Strutturato, sapido, con accenni piccanti che rimandano al pepe bianco, sentori di buccia di mela, melone giallo, mandorle, lunga la persistenza.
Un vino particolare, curioso ed interessante che presenta un notevole contrasto tra le sensazioni olfattive e quelle gusto-olfattive.

L’unico vino rosso assaggiato è stato il Friuli Colli Orientali Refosco dal peduncolo rosso “At” 2018, vino che abbiamo trovato assai gastronomico.

Le uve provengono da vigneti di 15 anni d’età, l’altitudine e l’esposizione sono le stesse dell’AT Oasi, fermentazione spontanea con lieviti indigeni, macerazione in vasche d’acciaio e malolattica in contenitori di cemento nei quali il vino poi s’affina per dodici mesi.
Circa 7.000 le bottiglie prodotte annualmente.

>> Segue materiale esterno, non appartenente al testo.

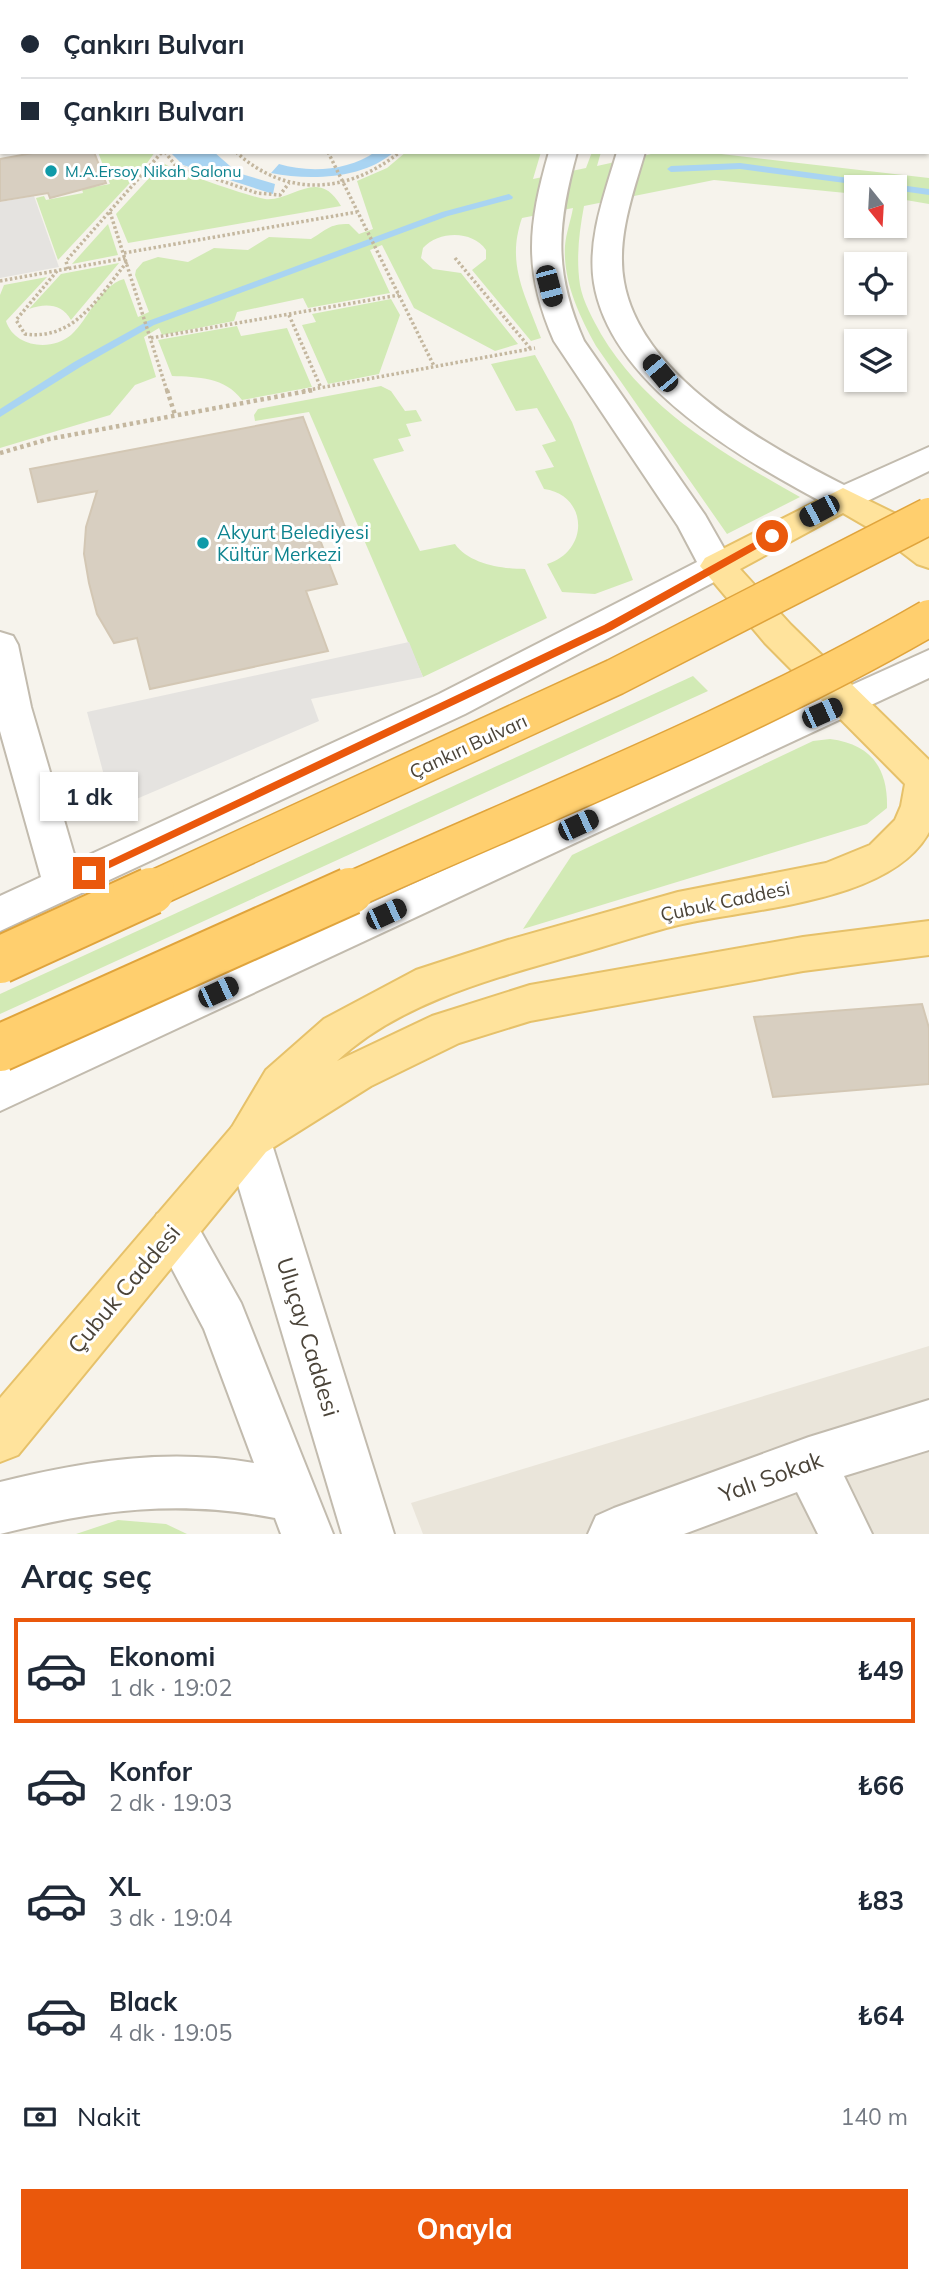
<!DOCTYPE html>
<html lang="tr">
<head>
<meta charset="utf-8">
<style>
	:root { --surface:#fff; --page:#f6f6f7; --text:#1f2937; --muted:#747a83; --line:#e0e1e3; --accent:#ea580c }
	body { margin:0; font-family:Mulish,sans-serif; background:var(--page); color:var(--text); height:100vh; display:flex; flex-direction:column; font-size:26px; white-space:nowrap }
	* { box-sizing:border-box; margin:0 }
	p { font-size:23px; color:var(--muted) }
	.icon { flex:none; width:38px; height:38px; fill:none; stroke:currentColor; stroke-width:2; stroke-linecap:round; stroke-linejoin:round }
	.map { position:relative; height:1534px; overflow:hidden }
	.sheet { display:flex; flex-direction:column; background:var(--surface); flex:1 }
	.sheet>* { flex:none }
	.hud { position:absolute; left:0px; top:0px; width:929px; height:154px; box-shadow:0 2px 5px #0004; display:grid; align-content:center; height:154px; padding:0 21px; background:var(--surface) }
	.needle { width:46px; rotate:162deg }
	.fabs { position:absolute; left:844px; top:175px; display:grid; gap:14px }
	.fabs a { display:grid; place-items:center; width:63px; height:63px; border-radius:0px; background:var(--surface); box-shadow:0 2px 5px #0004; font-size:35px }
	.end { position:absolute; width:32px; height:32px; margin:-16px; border:9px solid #ea580c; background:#fff; box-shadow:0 0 0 4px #fff }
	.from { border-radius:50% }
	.bubble { position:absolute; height:49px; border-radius:0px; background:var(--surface); box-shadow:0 2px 5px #0004; font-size:23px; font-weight:700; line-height:49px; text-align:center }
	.car { position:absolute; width:21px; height:42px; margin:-21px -10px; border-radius:9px; box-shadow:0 0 5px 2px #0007; background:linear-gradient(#222 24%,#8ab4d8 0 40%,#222 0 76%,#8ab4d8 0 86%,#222 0) }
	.hud b { display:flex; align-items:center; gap:24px; height:66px; font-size:26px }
	.hud b+b { border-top:2px solid var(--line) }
	.hud i { width:18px; height:18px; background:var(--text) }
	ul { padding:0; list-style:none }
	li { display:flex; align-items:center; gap:21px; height:105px; margin:0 14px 10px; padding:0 7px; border:4px solid transparent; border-radius:0px }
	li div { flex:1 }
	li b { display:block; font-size:26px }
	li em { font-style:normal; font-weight:700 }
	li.on { border-color:var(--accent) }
	li>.icon { width:63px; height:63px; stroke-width:1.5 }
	h2 { padding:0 21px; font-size:32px; line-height:84px }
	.pay { display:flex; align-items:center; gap:18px; height:77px; padding:0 21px; font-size:26px }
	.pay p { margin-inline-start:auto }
	.button { display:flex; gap:14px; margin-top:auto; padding:14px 21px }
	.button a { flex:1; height:80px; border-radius:0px; background:var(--accent); color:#fff; font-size:28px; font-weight:700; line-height:80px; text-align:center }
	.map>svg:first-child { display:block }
	.residential { fill:#eae5da }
	.green { fill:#d2eab5 }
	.parking { fill:#e5e3e0 }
	.water { fill:#a9d4f2 }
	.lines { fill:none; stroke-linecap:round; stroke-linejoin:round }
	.stream { fill:#a9d4f2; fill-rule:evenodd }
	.building { fill:#d8cfc1; stroke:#d3c7b4; stroke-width:2 }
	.minor-casing { stroke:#c2bbae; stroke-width:4 }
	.major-casing { stroke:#e6c16a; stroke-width:4 }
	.path-far1 { stroke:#c4b79f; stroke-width:3.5; stroke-dasharray:2.5 2.5; stroke-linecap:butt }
	.path { stroke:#c4b79f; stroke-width:4.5; stroke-dasharray:3.5 3.5; stroke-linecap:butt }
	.minor { fill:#fff; fill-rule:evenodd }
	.major { fill:#ffe39c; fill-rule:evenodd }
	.highway-bridge-far1-casing { stroke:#e0a43c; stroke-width:39; stroke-linecap:butt }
	.highway-bridge-casing { stroke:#e0a43c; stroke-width:50; stroke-linecap:butt }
	.highway-bridge-far1 { stroke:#ffcf6e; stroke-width:36 }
	.highway-bridge { stroke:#ffcf6e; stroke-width:46 }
	.route { fill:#ea580c }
	.culture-dot { fill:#0f9aa8; stroke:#fff; stroke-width:2.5 }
	.labels { text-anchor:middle; stroke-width:6; stroke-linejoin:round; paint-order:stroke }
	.far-culture-label { font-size:16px; fill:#0d838f; stroke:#fff; text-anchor:start }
	.culture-label { font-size:19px; fill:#0d838f; stroke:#fff; text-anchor:start }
	.street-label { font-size:19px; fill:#4b4439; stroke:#fff }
	.near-street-label { font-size:23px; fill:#4b4439; stroke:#fff }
</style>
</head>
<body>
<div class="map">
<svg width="929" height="1534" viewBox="0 0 929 1534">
	<rect width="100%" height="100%" fill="#f6f3ec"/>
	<!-- residential -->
	<g class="residential">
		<path d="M0 0H929V93L928 2H2L0 51Z"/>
		<path d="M929 1346V1534H423L411 1503Z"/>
	</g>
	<!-- green -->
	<g class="green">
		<path d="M98 152H155L142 170 58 260 36 198 44 196 46 200 83 193 82 189 110 184Z"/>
		<path d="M406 152H541L533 179 586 168 592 152H601L597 166 660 152H704L929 178V204L894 198V187H856V194L714 180 584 206C579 233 576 258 580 285 583 302 593 319 601 334 647 411 724 454 800 497L727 534 596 346C579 315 563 282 565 246 566 233 571 220 573 208L522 218C506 264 525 294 541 338L531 341 472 270 486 259V250C472 230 439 231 423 248L421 258 433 269 461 273 518 344 495 351 414 308 382 245 370 250 390 293 308 308 303 298 237 312 234 321 162 335 159 328 144 337 156 377 135 385 110 415 0 448V295L4 285 47 277 6 321C14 347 51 352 71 335 89 319 99 286 124 279L138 317 149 312 135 275 136 270 143 262 158 257 188 262 214 248 248 250 269 237 311 239C327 230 328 224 349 224L359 234 373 229 357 181 387 168Z"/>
		<path d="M163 163C177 172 248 196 265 199 293 202 318 166 341 206L128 243 116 214Z"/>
		<path d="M108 224 118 255 72 264Z"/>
		<path d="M119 263 71 320C62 304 46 303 29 309L61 274Z"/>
		<path d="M391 299 400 315 379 374 328 384 302 325 316 322 312 314Z"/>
		<path d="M237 326 241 336 287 328 312 387 242 400C225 377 198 377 172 376L158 340Z"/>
		<path d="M535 355 572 422 633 580 595 594 562 592 547 564C590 551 588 495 544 489L535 471 554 467 542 445 556 441 537 408 516 411 491 364Z"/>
		<path d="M381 386 391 391 405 411 416 410 422 421 406 424 411 436 398 439 404 451 373 459 420 551 455 544C469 564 502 569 525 569L547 618 423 677 309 412 255 421 254 415 258 409Z"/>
		<path d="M693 676 708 691 0 1014V994Z"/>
		<path d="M830 739C871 744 888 768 887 808L867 824 523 929 572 855 813 741Z"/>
		<path d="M118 1520 166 1524 187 1534H76Z"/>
	</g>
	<!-- parking -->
	<g class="parking">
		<path d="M34 196 59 267 0 278V202Z"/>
		<path d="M409 642 423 677 311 699 319 721 113 809 87 712Z"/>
	</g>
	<!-- water -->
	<g class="water">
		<path d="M170 152H214L238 173 275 184 273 194 183 165Z"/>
		<path d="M375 152H394C363 179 310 181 271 173L279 164C309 173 348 171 375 152Z"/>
	</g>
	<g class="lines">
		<!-- stream -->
		<g class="stream">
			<path d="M740 163 929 189V195L894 190V187H875L740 169 671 172 667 169 671 166Z"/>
			<path d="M509 194 513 197 512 199 448 216 154 325 82 366 0 417V409L74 362 148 321 442 212Z"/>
		</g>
	</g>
	<!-- building -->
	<g class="building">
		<path d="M246 0H338L246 2Z"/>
		<path d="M38 152H94L106 183 50 198 48 193 0 201V159Z"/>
		<path d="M303 417 345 527 317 532 337 584 306 591 328 651 150 689 137 638 114 643 97 614 89 583 84 554 86 527 97 491 38 502 30 469Z"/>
		<path d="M922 1004 929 1028V1084L773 1097 754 1017Z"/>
	</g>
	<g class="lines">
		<!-- minor casing -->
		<g class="minor-casing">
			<g id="minor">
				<path d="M170 0H194L169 2Z"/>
				<rect x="360" y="0" width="24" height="2"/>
				<rect x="541" y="0" width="24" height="2"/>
				<path d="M597 0H621L596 2Z"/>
				<rect x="658" y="0" width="24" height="2"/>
				<path d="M2 57V73L0 74V58Z"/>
				<rect x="928" y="102" width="1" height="16"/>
				<path d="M549 152H577C557 225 553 271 584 341L705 515 734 566 729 574 465 714 0 931V896L41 877 0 731V632L13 636 18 645 31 707 76 861 439 694 697 562 678 526 554 341C523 270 528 225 549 152Z"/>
				<path d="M617 152H645C633 193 616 239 624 282 641 377 766 445 844 485L929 447V471L855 507 843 510 831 507C746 461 611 387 594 283 587 239 605 193 617 152Z"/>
				<path d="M929 650V678L0 1111V1071Z"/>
				<path d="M248 1121 264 1127 271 1141 394 1534H342L225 1141 232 1127Z"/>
				<path d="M174 1208 191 1214 241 1303 333 1534H281L275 1518C177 1499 96 1510 0 1534V1482C85 1461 167 1448 254 1463L204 1329 151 1229 157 1214Z"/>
				<path d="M929 1400V1450L844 1476 872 1534H818L797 1492 684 1534H588L596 1516 614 1508 809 1437Z"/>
			</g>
		</g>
		<!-- major casing -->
		<g class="major-casing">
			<path id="major" d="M843 488 898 515 929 538V568L917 564 874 531 843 513 740 569 791 625 929 760V832C891 903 750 908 678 925 642 934 607 946 571 956 491 979 399 1003 337 1061L432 1016 530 985 803 937 929 921V955L803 971 530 1021 459 1043 371 1086 266 1152 18 1455 0 1462V1398L232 1127 266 1070 324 1019 416 970 508 940 678 892 826 863 870 845 895 820 901 806 905 784 765 643 700 566 705 558Z"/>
		</g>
		<!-- path-far1 -->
		<g class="path-far1">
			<path d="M165 152 175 165 257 193 280 195 289 183"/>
			<path d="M236 152C286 198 348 194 400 152"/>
			<path d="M328 152 434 366"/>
			<path d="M110 212 167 391"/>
			<path d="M124 253 357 212"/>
			<path d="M455 258 530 348"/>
			<path d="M68 269 66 261 162 152"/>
			<path d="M57 271 16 320 25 334C75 341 99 296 127 262"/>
			<path d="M0 281 126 258"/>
			<path d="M289 315 321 388"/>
			<path d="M151 338 399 295"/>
			<path d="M303 391 535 348"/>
		</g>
		<!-- path -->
		<g class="path">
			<path d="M167 390 175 415"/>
			<path d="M0 453 49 439 313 390"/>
		</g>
		<!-- minor -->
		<use href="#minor" class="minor"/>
		<!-- major -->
		<use href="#major" class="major"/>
		<!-- highway-bridge-far1 casing -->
		<g class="highway-bridge-far1-casing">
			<g id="highway-bridge-far1">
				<path d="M147 892 615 677 929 516"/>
				<path d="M347 892C540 805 746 724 929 618"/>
			</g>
		</g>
		<!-- highway-bridge casing -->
		<g class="highway-bridge-casing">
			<g id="highway-bridge">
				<path d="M0 960 151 891"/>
				<path d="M0 1048 350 891"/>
			</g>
		</g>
		<!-- highway-bridge-far1 -->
		<use href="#highway-bridge-far1" class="highway-bridge-far1"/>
		<!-- highway-bridge -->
		<use href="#highway-bridge" class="highway-bridge"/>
	</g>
	<!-- route -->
	<path class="route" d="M772 532 778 536 776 538 612 630 93 876H84L83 873 604 625Z"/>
	<!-- markers -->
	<g class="culture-dot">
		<circle cx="51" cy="171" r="7"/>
		<circle cx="203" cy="543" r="7"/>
	</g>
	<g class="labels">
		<!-- far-culture labels -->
		<g class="far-culture-label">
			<text x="65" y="177">M.A.Ersoy Nikah Salonu</text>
		</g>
		<!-- culture labels -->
		<g class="culture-label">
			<text x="217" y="539">Akyurt Belediyesi<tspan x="217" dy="22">Kültür Merkezi</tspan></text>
		</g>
		<!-- street labels -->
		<g class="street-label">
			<text transform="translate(468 746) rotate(-25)" y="7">Çankırı Bulvarı</text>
			<text transform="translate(725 901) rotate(-12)" y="7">Çubuk Caddesi</text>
		</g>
		<!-- near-street labels -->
		<g class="near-street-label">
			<text transform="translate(124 1289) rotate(-50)" y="8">Çubuk Caddesi</text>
			<text transform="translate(308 1337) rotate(73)" y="8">Uluçay Caddesi</text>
			<text transform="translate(771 1477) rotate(-20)" y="8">Yalı Sokak</text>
		</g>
	</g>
</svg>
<div class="fabs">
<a><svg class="needle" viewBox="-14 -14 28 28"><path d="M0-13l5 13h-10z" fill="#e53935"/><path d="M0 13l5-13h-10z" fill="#747a83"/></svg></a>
<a><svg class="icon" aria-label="locate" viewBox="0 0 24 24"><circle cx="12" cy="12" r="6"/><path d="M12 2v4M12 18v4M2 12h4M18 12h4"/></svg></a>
<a><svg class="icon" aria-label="layers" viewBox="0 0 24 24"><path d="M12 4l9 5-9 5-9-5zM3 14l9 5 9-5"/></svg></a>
</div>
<i class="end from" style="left:772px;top:536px"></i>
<i class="end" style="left:89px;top:873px"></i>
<div class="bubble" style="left:40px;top:772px;width:98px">1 dk</div>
<i class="car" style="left:549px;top:286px;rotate:165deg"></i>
<i class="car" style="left:660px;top:373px;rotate:320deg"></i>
<i class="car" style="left:819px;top:511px;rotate:242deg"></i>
<i class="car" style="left:822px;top:713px;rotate:66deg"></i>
<i class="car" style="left:578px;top:825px;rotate:65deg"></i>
<i class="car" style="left:386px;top:914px;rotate:65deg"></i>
<i class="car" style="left:218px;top:992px;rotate:65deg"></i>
<div class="hud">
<b><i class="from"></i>Çankırı Bulvarı</b>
<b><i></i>Çankırı Bulvarı</b>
</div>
</div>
<section class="sheet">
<h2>Araç seç</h2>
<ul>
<li class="on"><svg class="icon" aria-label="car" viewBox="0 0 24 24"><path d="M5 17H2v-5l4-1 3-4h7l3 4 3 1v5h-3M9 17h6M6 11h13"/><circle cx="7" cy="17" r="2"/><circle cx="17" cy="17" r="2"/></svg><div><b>Ekonomi</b><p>1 dk · 19:02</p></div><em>₺49</em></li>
<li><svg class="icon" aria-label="car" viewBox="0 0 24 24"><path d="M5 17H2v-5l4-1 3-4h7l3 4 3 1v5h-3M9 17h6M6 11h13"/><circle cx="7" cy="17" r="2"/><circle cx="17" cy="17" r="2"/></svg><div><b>Konfor</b><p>2 dk · 19:03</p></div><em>₺66</em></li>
<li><svg class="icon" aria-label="car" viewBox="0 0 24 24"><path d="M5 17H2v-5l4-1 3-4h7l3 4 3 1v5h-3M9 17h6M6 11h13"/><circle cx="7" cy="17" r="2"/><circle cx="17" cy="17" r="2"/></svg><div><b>XL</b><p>3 dk · 19:04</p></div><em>₺83</em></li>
<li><svg class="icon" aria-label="car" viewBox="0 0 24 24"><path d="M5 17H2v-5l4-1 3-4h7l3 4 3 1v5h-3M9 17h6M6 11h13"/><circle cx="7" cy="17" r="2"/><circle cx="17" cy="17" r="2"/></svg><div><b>Black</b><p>4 dk · 19:05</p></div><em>₺64</em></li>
</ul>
<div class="pay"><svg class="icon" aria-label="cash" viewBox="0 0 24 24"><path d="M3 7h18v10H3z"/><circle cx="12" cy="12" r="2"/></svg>Nakit<p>140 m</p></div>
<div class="button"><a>Onayla</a></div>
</section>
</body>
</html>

Il colore è rubino luminoso di discreta intensità.
Anche al naso l’intensità olfattiva non è esplosiva, il vino è fresco e presenta leggeri accenni vegetali e note leggermente selvatiche tipiche del vitigno, vi cogliamo un frutto rosso che rimanda alla ciliegia selvatica.
Mediamente strutturato, asciutto, fresco e succoso, con tannino ben presente e leggermente verde, ritroviamo nuovamente note di ciliegia selvatica.

In definitiva, come già sopra specificato, si tratta di vini che non vogliono apparire subito ma che richiedono un minimo d’attenzione per essere apprezzati al meglio.